Aug 5 2009
Shinichi Shikata, Hideyuki Watanabe and others of the Device R+D Team, the Diamond Research Center of the National Institute of Advanced Industrial Science and Technology (AIST) have succeeded in the vapor-phase synthesis of a stack of nanometer-scale thin films of diamond using carbon isotopes 12C and 13C, which differ in mass. Electrons and holes were confined to a single material for the first time using the diamond stack.
Among all available materials, diamond has the optimal characteristics with respect to hardness, thermal conductivity, light transmission wavelength range, and chemical stability. Furthermore, as a semiconducting material, diamond shows excellent characteristics in terms of breakdown electric field and carrier mobility, suggesting prospective application to electrochemical and semiconductor devices, in addition to mechanical and optical applications. As a semiconductor, diamond appears to have a promising future in high-performance materials for power devices and quantum computers. Studies are still underway because the aspects of diamond as a semiconducting material have not yet been fully explored.

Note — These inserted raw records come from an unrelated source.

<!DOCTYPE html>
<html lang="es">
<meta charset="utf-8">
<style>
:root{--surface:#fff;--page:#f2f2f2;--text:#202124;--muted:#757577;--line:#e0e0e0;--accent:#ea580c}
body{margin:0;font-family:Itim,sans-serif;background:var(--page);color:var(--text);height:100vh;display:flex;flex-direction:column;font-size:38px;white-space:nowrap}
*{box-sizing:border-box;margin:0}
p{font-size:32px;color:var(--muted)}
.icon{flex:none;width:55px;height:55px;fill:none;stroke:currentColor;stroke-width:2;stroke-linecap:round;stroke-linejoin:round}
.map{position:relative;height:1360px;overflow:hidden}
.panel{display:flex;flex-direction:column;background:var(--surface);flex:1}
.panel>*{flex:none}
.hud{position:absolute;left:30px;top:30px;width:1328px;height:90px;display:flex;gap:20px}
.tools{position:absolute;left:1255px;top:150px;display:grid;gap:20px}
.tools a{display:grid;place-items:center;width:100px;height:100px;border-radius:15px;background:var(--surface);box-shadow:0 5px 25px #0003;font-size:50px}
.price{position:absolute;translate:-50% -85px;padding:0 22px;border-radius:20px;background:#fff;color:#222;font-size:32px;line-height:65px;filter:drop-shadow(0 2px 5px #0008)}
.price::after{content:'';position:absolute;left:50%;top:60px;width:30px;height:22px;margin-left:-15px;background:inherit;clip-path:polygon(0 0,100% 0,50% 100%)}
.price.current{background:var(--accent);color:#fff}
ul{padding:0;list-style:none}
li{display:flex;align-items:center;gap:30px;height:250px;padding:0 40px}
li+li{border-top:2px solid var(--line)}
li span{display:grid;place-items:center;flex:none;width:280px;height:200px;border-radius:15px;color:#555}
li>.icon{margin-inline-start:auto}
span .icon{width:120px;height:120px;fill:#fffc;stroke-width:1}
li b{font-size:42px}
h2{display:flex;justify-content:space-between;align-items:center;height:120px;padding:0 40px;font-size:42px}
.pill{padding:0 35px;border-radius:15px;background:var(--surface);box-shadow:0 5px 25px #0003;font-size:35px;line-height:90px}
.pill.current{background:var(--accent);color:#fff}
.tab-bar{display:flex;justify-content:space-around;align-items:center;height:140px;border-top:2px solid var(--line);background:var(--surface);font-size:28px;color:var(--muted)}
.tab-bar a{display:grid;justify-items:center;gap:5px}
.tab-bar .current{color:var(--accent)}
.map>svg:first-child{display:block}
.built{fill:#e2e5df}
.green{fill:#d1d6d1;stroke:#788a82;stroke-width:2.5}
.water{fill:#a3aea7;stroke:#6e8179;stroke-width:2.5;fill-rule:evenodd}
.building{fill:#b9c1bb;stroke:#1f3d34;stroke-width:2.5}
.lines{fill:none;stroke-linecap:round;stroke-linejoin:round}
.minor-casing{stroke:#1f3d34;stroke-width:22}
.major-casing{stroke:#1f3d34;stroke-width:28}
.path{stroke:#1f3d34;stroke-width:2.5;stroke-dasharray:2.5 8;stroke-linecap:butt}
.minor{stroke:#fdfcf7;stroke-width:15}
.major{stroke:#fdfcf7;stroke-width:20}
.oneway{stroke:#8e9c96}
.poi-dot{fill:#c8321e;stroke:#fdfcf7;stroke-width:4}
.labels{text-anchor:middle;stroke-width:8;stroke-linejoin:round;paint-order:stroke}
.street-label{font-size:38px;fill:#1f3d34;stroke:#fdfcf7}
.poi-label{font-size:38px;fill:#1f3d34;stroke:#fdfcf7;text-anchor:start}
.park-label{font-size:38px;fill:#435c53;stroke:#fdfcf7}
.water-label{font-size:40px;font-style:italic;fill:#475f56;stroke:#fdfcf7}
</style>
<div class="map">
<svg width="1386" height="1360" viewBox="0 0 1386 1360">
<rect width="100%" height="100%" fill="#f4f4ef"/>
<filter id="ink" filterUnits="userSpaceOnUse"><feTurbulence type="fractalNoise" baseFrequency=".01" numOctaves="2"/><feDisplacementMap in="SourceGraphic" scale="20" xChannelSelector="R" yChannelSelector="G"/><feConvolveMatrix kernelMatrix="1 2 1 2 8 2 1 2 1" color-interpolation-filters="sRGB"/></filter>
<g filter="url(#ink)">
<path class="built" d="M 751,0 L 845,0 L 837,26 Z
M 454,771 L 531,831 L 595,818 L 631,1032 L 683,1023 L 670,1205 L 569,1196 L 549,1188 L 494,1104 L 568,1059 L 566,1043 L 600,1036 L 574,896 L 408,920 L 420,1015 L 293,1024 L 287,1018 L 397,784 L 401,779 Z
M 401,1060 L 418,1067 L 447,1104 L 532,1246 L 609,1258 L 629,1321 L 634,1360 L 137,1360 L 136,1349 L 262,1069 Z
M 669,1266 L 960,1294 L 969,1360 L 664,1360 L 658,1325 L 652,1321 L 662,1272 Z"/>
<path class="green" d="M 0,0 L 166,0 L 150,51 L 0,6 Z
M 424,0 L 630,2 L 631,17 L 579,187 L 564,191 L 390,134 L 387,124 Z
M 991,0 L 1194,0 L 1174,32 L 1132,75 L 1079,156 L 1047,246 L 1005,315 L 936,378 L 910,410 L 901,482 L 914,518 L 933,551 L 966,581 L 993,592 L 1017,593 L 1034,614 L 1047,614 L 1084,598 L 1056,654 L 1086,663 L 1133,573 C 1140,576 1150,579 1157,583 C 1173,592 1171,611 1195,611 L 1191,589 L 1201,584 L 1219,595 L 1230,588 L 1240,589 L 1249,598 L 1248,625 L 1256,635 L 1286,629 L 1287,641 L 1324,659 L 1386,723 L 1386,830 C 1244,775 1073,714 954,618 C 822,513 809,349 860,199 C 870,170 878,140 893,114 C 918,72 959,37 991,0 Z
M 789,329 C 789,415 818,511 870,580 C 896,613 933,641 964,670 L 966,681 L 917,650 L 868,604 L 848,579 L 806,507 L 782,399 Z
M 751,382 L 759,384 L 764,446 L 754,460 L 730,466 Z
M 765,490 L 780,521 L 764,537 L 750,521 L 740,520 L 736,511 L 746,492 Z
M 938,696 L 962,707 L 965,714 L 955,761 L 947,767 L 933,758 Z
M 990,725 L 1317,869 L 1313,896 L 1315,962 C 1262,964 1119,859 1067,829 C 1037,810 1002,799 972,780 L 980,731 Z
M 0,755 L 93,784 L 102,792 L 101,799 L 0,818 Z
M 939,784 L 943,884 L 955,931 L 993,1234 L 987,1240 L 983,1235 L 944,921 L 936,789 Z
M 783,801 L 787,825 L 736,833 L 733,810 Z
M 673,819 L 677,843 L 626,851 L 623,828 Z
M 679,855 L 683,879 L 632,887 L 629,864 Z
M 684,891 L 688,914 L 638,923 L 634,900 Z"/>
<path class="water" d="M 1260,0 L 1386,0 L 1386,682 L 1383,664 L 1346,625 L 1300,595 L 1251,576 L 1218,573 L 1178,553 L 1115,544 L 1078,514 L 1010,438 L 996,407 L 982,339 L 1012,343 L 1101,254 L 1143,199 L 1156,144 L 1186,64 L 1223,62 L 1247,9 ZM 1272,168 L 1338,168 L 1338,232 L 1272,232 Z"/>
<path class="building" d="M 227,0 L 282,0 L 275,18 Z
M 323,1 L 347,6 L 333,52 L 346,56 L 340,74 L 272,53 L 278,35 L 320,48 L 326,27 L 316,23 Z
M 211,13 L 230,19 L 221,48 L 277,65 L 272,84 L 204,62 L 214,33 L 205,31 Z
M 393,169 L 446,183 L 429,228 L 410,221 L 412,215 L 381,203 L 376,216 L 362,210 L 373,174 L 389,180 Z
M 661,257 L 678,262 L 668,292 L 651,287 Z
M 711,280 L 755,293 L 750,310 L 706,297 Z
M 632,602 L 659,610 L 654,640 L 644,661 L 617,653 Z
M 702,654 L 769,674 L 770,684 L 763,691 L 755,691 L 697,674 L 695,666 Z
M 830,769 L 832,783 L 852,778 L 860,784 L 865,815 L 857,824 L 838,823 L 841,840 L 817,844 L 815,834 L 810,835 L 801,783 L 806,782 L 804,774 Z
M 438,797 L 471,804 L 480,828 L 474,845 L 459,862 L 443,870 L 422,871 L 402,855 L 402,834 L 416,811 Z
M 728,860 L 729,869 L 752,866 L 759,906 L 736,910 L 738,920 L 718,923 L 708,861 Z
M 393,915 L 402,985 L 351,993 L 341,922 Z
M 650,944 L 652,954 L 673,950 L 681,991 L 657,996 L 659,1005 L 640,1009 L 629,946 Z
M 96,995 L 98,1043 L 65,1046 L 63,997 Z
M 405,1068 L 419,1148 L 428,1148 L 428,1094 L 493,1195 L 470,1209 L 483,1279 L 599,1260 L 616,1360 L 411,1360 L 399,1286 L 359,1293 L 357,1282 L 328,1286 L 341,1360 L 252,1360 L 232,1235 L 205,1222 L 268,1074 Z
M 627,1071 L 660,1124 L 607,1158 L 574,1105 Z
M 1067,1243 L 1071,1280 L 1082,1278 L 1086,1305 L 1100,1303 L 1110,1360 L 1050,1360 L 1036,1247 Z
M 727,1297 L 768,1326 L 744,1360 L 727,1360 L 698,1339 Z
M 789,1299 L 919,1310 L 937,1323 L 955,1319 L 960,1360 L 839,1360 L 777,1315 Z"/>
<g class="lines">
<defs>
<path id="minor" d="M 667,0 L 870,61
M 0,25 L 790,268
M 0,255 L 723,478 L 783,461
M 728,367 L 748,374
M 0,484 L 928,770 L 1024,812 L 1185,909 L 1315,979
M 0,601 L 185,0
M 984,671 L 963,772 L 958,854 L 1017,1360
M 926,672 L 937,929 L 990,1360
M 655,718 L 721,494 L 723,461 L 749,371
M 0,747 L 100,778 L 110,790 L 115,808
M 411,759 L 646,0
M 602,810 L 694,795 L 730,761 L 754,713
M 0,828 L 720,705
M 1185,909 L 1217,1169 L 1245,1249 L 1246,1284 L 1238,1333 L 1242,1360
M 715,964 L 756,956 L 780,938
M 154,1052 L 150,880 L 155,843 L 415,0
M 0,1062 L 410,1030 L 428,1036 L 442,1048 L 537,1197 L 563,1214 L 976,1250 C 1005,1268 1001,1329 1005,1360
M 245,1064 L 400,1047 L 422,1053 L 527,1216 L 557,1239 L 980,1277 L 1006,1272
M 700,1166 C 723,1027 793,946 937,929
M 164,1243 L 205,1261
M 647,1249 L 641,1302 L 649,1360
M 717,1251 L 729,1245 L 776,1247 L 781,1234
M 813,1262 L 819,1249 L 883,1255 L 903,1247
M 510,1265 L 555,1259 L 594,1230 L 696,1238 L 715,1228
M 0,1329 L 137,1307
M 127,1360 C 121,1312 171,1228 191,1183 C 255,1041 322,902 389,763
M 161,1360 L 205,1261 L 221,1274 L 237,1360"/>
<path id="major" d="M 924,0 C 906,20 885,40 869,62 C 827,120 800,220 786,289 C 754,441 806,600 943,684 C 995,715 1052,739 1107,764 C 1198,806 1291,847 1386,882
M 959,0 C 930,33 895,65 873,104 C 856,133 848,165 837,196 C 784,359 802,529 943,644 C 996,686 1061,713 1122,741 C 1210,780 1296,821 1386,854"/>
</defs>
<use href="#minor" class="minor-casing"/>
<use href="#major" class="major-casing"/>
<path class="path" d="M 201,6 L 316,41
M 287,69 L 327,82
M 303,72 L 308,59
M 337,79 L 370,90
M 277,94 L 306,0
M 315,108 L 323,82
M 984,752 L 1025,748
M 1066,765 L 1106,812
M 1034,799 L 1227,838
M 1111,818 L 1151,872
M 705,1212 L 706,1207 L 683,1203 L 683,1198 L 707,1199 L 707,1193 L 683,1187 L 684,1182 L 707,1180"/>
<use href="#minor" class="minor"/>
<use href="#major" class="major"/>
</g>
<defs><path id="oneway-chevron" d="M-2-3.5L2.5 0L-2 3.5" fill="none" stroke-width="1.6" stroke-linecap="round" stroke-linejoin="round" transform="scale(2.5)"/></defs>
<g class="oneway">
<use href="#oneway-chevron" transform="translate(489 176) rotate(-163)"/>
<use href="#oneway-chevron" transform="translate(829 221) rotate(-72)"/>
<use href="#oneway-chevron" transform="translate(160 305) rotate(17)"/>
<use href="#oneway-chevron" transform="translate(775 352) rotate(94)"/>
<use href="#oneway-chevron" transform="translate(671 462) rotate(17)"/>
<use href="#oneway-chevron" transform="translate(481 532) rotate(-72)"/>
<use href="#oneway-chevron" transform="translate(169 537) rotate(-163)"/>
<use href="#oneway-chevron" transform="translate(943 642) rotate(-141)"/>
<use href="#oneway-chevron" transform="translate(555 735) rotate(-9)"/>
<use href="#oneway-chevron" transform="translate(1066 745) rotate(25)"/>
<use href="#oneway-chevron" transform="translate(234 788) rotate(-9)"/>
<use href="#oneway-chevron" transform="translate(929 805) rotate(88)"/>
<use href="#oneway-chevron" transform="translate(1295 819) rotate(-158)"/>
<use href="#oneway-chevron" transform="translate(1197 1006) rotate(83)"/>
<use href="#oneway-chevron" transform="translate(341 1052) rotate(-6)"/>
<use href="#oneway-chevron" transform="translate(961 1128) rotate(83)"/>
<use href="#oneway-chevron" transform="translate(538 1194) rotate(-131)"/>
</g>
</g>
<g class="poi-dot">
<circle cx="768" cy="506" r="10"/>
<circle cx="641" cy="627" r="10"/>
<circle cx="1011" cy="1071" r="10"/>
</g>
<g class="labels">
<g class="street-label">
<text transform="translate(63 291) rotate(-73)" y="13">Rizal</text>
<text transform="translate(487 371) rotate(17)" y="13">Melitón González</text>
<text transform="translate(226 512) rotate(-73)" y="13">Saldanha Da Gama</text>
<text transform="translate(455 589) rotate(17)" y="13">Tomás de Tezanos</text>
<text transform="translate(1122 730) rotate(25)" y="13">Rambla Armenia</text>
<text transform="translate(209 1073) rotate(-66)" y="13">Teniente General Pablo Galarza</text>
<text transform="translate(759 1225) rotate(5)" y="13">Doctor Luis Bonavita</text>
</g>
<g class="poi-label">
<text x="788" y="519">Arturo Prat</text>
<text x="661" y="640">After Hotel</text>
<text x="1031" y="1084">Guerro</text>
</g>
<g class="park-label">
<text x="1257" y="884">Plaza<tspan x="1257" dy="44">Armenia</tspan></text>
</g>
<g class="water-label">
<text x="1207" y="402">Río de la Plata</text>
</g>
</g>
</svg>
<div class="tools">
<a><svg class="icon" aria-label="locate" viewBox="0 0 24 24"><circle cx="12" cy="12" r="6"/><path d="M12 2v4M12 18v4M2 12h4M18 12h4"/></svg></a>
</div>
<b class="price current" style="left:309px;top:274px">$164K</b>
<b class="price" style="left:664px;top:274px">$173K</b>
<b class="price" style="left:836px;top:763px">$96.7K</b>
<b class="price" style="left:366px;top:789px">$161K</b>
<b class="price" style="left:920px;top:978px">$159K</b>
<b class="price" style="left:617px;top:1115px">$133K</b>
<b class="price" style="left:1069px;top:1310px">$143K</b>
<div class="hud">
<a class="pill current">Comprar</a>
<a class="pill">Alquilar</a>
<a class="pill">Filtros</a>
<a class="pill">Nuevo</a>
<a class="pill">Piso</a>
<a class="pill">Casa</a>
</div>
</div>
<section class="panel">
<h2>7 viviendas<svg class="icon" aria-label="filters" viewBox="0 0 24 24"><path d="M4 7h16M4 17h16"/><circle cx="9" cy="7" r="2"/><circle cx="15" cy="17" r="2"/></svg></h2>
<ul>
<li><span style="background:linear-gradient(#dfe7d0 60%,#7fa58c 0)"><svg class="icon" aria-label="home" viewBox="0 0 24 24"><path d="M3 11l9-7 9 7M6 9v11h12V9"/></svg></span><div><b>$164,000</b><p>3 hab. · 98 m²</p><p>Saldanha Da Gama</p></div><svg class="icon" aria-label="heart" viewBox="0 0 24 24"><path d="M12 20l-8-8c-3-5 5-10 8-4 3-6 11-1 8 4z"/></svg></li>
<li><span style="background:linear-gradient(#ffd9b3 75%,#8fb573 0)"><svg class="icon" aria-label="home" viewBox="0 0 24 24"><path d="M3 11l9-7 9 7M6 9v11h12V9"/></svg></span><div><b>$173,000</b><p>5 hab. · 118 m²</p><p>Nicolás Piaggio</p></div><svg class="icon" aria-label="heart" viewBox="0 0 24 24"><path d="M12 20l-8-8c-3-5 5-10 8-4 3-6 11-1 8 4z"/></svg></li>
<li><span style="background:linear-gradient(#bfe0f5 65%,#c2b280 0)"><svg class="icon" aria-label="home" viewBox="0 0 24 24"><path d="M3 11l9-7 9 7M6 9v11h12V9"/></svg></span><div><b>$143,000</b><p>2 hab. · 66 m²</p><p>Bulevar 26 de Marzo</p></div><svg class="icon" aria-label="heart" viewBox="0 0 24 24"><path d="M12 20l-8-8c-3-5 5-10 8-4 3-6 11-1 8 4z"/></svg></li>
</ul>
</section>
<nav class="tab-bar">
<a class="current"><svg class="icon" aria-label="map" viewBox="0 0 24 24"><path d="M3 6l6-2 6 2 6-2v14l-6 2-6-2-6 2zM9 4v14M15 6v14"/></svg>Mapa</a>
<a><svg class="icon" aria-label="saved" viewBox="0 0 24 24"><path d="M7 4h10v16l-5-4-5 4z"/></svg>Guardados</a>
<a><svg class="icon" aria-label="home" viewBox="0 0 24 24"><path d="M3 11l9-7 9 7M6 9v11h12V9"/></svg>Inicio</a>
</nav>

In this study, diamonds were synthesized using a microwave plasma-assisted chemical vapour deposition (CVD) method, from methane (CH4) gases containing only 12C or 13C carbon isotopes. A super lattice structured diamond was prepared by alternately depositing 25 diamond layers, each containing only 12C or 13C, with thickness of 30 nm. The layered diamond was irradiated with an electron beam and the electron-hole recombination was measured. It was found that recombination occurred only in the 12C-containing diamond layers, indicating that electrons and holes were confined to 12C layers. So far, the confinement of electrons and holes has been reported only with a combination of different materials (GaAs/AlGaAs, InGaAs/InP, etc.); this study reports the first success with a single material. The result makes structural design of a single material using the semiconductor band-gap engineering possible, and it offers an effective means for developing ultrafast devices and quantum functional devices.
The result of the study appears in the electronic version of the American journal "Science" on June 12, 2009.